### WORK TO BE COMPLETED
As soon as the line containing "context.font = font + ' Inter,sans-serif';" appears in the material below, start returning lines exactly, and end with the line containing "M457 319 459 422".

### DATA PROVIDED

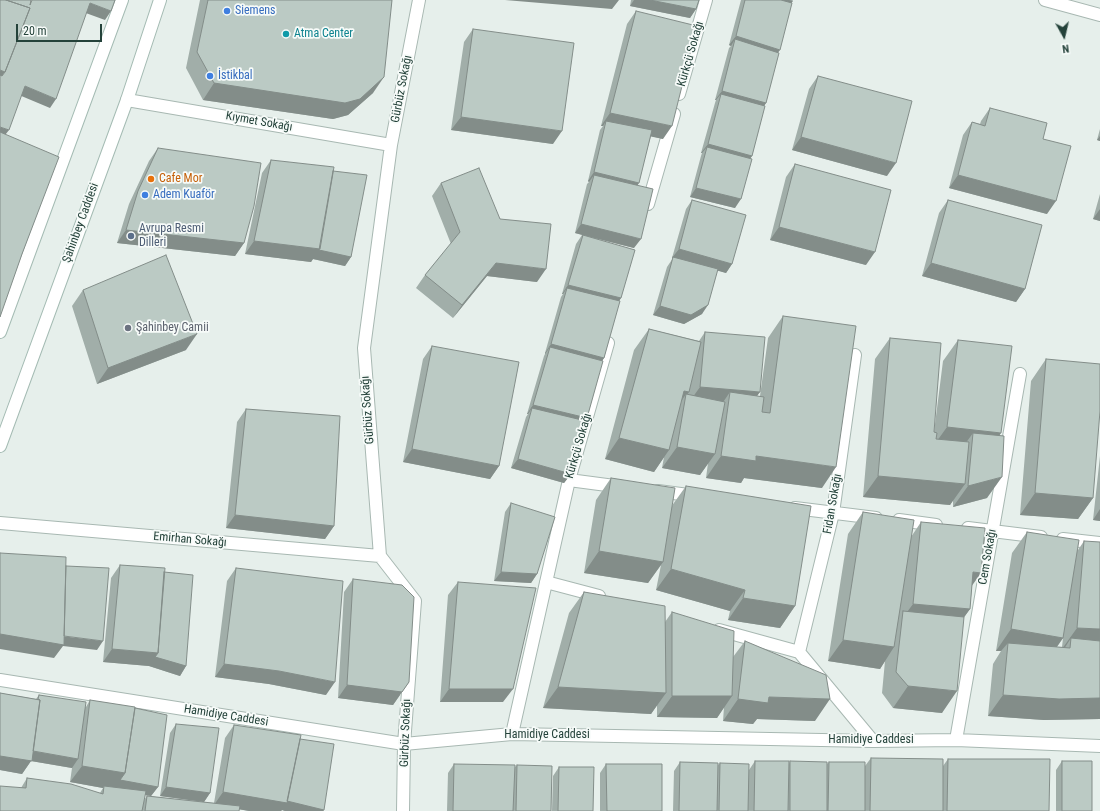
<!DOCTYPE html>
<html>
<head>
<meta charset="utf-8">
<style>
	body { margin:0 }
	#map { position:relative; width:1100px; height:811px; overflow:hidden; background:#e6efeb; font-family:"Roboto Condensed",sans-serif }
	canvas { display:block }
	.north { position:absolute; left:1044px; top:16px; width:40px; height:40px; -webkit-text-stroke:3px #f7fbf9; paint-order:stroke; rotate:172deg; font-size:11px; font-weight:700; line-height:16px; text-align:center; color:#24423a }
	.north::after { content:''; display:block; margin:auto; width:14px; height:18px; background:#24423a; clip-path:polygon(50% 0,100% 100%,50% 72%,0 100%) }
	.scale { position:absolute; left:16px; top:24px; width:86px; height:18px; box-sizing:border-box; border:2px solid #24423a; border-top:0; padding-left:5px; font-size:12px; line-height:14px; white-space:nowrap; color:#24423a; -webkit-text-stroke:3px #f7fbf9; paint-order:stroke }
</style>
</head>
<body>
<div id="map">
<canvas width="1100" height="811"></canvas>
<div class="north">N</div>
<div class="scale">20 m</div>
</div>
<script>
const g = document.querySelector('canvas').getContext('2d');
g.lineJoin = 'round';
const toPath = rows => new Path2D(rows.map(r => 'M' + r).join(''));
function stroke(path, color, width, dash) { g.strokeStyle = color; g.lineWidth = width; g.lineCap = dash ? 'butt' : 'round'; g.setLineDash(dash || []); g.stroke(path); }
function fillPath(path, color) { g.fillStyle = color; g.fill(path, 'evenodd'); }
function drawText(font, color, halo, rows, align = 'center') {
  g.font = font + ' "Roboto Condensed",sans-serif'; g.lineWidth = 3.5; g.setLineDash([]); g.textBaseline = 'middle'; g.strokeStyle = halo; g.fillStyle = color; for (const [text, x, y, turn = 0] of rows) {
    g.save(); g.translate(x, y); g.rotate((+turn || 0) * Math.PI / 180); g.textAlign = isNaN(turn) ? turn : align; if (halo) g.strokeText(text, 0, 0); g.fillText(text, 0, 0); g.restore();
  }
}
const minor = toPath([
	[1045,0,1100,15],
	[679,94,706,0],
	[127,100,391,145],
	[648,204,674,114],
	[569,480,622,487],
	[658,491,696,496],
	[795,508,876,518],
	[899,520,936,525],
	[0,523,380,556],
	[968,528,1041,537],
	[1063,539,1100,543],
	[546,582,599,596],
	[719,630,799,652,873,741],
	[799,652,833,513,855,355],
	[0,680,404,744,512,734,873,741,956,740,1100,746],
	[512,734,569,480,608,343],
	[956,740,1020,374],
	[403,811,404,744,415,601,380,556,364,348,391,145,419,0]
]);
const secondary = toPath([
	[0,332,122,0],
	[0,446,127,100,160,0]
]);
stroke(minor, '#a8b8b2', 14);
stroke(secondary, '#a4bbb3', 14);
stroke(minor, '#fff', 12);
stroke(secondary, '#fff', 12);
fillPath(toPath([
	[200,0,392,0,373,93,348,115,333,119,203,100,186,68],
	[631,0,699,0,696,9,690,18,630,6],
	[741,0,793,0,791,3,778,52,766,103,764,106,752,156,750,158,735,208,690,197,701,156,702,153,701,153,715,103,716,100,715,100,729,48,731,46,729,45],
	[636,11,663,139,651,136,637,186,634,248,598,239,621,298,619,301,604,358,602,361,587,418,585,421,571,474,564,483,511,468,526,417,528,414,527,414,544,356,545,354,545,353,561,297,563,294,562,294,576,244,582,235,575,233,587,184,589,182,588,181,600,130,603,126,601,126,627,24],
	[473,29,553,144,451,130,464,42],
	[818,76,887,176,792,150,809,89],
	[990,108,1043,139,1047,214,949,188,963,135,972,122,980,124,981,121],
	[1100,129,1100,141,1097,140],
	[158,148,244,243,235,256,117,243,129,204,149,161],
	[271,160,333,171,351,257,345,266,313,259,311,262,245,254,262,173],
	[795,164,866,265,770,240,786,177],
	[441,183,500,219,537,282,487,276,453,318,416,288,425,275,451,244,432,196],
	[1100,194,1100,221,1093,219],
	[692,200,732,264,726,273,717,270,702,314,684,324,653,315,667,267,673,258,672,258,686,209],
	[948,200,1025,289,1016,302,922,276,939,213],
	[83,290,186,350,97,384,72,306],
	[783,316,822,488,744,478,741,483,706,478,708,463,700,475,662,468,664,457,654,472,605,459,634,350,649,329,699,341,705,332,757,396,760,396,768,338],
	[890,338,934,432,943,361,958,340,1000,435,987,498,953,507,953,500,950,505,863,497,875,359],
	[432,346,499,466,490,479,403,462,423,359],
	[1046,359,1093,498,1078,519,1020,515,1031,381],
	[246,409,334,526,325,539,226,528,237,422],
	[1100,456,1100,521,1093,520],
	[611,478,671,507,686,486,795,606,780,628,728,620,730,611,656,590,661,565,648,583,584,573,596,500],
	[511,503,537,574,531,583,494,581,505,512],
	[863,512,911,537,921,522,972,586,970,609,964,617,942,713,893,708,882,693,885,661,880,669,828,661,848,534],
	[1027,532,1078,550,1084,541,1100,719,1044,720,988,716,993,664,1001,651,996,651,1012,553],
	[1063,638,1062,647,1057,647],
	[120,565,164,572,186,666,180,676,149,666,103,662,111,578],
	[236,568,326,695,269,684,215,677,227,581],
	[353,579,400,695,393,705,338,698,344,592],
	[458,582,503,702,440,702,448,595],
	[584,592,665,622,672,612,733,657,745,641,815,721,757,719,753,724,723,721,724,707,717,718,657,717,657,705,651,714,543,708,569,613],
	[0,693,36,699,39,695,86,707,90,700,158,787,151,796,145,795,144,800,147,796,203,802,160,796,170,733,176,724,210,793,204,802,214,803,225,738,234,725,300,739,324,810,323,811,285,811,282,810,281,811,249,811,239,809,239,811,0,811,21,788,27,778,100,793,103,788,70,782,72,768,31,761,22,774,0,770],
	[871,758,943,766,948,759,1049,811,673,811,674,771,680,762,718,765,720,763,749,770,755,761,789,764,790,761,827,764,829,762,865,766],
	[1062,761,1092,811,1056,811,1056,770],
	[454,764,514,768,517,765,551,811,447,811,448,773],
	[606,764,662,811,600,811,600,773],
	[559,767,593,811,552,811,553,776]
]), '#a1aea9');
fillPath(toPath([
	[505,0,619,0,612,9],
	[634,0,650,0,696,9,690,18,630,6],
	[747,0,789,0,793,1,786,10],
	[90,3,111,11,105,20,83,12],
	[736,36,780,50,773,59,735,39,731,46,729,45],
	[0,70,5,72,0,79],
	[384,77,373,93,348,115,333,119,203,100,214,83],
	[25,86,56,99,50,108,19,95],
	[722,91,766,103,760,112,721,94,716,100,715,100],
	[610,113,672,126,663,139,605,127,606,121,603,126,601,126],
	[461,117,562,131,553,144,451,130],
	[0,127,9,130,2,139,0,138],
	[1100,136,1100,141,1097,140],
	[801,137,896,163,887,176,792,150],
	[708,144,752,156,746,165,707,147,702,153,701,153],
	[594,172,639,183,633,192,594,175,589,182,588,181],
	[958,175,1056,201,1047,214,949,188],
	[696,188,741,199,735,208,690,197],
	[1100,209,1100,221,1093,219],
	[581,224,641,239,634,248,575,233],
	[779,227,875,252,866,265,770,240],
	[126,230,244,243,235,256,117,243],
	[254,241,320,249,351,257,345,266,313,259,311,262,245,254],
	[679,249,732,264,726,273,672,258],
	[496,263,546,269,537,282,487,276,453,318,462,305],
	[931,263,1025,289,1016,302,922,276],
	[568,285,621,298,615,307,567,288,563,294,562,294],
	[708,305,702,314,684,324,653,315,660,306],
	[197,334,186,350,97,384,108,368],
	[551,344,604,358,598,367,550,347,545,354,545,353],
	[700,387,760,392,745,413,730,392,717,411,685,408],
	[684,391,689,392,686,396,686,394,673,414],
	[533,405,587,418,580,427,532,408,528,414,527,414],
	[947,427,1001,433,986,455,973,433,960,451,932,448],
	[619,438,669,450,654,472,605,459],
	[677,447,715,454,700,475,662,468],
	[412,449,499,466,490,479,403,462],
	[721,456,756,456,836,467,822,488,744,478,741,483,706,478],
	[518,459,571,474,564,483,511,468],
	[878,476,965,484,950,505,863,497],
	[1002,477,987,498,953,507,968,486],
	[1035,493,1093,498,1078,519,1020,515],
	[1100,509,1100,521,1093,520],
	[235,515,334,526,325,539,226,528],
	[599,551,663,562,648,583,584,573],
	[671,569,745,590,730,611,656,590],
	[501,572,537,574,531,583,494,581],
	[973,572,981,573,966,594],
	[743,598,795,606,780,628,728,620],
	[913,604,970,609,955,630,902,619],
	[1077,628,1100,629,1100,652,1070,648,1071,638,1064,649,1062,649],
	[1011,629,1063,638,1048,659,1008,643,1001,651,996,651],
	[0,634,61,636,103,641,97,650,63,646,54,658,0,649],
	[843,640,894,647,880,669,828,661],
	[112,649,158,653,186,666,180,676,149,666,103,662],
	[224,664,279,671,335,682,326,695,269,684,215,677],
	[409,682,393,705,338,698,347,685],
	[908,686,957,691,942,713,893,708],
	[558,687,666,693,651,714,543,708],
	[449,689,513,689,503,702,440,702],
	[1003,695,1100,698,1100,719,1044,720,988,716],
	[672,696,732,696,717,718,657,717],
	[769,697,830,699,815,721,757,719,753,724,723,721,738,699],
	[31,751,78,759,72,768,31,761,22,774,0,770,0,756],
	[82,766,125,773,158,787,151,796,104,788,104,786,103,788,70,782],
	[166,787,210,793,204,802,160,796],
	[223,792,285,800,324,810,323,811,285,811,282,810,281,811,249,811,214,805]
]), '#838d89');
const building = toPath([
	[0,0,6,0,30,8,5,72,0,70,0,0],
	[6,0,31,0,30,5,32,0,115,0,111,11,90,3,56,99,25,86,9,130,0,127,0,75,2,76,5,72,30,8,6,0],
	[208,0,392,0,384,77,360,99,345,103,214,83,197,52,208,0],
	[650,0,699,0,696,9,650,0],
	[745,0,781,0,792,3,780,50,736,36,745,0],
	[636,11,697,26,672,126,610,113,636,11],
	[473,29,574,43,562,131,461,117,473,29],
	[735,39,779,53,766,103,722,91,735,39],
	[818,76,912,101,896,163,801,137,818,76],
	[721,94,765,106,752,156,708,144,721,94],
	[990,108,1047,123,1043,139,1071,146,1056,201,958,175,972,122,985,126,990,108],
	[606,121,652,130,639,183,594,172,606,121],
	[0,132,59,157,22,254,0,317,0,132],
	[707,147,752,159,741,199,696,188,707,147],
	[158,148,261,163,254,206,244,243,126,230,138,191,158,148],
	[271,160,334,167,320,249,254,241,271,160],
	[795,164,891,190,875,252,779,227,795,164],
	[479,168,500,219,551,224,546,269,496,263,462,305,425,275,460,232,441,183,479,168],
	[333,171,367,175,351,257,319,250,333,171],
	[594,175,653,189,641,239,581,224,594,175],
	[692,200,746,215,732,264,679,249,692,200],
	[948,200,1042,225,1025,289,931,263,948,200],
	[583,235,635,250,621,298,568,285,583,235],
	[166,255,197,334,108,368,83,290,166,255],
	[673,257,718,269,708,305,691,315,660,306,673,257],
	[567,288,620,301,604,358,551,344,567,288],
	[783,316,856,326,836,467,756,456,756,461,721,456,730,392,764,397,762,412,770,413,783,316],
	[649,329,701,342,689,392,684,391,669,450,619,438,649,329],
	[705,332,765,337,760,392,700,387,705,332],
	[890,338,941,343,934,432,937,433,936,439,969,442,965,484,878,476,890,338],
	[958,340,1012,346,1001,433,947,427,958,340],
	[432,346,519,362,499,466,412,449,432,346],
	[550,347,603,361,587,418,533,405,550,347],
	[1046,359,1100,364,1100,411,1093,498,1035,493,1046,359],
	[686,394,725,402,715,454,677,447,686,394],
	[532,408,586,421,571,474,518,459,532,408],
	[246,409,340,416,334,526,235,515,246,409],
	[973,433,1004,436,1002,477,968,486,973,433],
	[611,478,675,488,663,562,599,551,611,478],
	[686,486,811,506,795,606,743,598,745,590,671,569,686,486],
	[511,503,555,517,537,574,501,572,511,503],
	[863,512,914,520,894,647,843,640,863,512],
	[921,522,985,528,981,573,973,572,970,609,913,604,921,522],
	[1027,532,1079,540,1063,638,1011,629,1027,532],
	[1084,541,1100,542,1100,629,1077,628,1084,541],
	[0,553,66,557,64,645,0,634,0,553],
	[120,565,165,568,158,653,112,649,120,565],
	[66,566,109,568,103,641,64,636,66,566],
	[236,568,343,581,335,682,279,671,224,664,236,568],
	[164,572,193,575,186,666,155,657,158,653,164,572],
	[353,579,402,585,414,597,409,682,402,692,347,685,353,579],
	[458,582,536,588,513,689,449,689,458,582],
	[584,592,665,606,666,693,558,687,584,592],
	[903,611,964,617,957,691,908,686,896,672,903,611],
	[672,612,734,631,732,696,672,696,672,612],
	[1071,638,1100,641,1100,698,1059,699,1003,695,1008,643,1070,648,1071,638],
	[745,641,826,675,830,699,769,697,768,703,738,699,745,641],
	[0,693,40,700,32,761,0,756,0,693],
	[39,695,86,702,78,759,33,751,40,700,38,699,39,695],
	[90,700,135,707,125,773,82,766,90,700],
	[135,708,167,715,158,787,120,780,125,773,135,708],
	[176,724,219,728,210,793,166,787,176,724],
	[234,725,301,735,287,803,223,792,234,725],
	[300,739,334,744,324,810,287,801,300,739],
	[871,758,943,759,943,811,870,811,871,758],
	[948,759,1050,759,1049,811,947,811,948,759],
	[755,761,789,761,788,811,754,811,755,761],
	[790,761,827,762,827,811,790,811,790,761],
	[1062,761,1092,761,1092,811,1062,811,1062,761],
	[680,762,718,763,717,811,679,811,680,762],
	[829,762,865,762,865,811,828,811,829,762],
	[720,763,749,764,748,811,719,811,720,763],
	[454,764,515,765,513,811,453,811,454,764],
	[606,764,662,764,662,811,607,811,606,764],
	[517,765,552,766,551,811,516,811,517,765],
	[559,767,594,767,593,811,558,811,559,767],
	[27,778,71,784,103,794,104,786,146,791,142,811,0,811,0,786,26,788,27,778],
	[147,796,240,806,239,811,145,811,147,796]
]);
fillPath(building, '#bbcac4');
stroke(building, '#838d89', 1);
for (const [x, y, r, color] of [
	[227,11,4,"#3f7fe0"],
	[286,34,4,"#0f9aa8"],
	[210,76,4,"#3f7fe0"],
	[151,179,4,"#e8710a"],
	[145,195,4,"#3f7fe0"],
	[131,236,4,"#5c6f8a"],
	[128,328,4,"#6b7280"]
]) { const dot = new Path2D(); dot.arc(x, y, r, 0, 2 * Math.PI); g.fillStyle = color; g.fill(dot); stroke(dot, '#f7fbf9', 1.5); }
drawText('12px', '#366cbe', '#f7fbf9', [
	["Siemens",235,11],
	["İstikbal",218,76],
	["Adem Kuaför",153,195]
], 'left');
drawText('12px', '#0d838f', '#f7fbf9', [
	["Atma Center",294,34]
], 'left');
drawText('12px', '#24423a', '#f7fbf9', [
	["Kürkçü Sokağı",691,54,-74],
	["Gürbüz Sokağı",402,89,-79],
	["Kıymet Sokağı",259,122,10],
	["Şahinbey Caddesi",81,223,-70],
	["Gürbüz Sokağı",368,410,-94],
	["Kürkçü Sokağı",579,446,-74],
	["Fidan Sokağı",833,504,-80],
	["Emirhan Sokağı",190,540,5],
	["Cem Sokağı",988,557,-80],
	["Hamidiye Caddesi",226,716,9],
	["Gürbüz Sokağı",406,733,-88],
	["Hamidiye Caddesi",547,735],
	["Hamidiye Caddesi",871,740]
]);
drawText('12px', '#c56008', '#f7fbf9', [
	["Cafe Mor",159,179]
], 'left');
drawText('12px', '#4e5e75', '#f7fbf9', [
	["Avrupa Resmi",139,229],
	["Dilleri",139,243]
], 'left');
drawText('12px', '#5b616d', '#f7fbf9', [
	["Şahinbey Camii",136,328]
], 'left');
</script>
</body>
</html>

==

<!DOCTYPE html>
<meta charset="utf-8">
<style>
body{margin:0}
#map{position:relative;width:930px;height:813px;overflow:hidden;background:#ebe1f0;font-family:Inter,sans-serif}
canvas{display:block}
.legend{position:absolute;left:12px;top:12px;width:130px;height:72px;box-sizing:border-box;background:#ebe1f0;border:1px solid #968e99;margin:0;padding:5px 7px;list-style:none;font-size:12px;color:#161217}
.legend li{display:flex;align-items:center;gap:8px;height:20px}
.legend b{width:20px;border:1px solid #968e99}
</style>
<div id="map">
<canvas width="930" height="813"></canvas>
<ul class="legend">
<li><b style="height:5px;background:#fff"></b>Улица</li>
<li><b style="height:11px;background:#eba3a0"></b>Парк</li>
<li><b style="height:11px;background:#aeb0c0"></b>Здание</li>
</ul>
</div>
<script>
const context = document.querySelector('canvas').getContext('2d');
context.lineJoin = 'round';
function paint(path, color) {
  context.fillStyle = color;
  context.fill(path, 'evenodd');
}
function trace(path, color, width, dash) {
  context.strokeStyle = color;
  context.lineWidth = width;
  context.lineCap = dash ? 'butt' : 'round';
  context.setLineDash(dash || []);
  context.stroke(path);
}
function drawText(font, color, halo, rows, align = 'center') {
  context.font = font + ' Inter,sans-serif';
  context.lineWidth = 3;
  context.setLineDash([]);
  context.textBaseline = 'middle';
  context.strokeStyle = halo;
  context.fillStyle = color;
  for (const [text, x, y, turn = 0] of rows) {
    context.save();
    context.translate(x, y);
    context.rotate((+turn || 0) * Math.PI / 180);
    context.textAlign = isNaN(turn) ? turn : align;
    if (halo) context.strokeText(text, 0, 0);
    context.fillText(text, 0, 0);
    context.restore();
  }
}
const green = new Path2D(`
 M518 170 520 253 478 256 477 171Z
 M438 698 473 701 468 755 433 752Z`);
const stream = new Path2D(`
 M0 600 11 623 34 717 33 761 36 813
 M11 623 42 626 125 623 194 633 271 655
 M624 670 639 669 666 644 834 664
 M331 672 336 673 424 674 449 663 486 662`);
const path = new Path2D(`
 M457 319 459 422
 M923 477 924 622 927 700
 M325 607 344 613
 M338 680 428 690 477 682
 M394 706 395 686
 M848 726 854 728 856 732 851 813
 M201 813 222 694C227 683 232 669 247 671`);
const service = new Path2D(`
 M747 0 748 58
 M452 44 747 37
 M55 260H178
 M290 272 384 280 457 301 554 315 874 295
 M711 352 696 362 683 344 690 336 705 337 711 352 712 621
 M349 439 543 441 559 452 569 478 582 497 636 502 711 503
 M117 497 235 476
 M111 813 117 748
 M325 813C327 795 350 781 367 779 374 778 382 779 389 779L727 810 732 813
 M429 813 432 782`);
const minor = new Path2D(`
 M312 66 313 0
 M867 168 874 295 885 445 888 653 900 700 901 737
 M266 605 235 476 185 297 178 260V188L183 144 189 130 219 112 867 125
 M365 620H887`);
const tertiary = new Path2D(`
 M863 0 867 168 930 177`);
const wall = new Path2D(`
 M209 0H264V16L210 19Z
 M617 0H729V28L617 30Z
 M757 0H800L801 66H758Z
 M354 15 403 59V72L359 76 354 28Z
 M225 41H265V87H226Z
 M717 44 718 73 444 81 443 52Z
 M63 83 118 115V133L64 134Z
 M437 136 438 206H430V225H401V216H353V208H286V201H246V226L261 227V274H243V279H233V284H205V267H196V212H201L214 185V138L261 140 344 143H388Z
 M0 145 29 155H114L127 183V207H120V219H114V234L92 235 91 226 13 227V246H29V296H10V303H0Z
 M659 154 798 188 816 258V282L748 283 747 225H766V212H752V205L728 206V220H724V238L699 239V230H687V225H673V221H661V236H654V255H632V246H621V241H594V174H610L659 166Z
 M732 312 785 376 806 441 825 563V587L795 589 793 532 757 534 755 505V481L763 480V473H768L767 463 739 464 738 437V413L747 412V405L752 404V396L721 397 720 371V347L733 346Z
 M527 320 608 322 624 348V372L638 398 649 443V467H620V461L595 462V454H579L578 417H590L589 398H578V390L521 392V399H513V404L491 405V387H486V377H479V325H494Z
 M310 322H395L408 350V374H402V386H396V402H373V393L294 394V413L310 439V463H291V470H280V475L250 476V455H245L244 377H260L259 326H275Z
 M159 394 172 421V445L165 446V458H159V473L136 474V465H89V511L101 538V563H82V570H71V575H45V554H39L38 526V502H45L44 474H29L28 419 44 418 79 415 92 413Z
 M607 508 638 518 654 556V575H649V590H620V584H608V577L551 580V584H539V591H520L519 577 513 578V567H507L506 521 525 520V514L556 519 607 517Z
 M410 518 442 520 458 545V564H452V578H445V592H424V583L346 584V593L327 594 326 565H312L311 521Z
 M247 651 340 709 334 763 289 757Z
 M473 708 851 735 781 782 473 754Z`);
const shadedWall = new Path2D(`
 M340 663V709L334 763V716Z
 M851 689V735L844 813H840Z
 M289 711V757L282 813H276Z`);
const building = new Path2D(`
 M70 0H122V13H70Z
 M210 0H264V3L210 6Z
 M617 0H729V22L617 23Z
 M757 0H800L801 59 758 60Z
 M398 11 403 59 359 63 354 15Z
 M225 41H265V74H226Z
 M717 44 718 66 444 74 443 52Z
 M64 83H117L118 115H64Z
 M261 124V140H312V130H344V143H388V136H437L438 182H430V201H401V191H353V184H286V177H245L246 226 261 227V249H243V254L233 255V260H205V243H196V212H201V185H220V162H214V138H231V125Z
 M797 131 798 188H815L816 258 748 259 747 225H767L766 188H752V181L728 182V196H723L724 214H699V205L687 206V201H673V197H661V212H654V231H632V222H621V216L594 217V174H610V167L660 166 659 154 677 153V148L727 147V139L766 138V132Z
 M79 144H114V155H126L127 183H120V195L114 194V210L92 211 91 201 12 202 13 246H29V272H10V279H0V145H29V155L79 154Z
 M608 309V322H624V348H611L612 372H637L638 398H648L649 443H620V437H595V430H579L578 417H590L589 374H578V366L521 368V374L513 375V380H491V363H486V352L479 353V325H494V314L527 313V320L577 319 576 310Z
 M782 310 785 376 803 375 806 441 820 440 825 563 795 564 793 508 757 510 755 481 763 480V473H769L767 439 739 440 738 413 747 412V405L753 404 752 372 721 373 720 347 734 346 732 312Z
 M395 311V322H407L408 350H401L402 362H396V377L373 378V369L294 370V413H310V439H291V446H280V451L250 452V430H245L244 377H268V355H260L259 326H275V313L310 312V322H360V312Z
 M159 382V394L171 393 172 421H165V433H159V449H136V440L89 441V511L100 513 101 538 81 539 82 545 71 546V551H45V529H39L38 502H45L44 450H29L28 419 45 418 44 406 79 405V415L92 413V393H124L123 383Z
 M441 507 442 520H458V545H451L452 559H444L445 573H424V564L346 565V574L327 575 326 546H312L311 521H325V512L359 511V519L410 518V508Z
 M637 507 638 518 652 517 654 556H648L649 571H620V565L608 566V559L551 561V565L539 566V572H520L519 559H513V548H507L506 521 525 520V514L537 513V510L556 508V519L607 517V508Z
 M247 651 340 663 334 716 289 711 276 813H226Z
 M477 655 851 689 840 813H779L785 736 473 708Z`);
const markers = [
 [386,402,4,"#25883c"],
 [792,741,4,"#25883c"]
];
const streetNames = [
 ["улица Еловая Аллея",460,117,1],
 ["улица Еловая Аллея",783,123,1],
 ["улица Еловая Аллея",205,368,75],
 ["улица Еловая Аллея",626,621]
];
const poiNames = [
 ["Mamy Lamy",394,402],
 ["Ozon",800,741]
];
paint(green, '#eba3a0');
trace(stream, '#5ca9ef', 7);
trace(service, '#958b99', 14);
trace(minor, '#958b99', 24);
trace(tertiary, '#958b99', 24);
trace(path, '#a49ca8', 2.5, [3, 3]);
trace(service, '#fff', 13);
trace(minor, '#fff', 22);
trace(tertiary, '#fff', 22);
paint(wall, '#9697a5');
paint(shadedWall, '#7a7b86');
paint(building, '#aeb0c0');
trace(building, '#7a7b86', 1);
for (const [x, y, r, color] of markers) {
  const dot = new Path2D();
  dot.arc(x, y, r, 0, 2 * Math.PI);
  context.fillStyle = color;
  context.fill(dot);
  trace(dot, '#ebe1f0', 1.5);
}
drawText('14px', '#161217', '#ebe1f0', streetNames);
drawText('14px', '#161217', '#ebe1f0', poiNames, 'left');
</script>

### EXERCISE ANSWER
  context.font = font + ' Inter,sans-serif';
  context.lineWidth = 3;
  context.setLineDash([]);
  context.textBaseline = 'middle';
  context.strokeStyle = halo;
  context.fillStyle = color;
  for (const [text, x, y, turn = 0] of rows) {
    context.save();
    context.translate(x, y);
    context.rotate((+turn || 0) * Math.PI / 180);
    context.textAlign = isNaN(turn) ? turn : align;
    if (halo) context.strokeText(text, 0, 0);
    context.fillText(text, 0, 0);
    context.restore();
  }
}
const green = new Path2D(`
 M518 170 520 253 478 256 477 171Z
 M438 698 473 701 468 755 433 752Z`);
const stream = new Path2D(`
 M0 600 11 623 34 717 33 761 36 813
 M11 623 42 626 125 623 194 633 271 655
 M624 670 639 669 666 644 834 664
 M331 672 336 673 424 674 449 663 486 662`);
const path = new Path2D(`
 M457 319 459 422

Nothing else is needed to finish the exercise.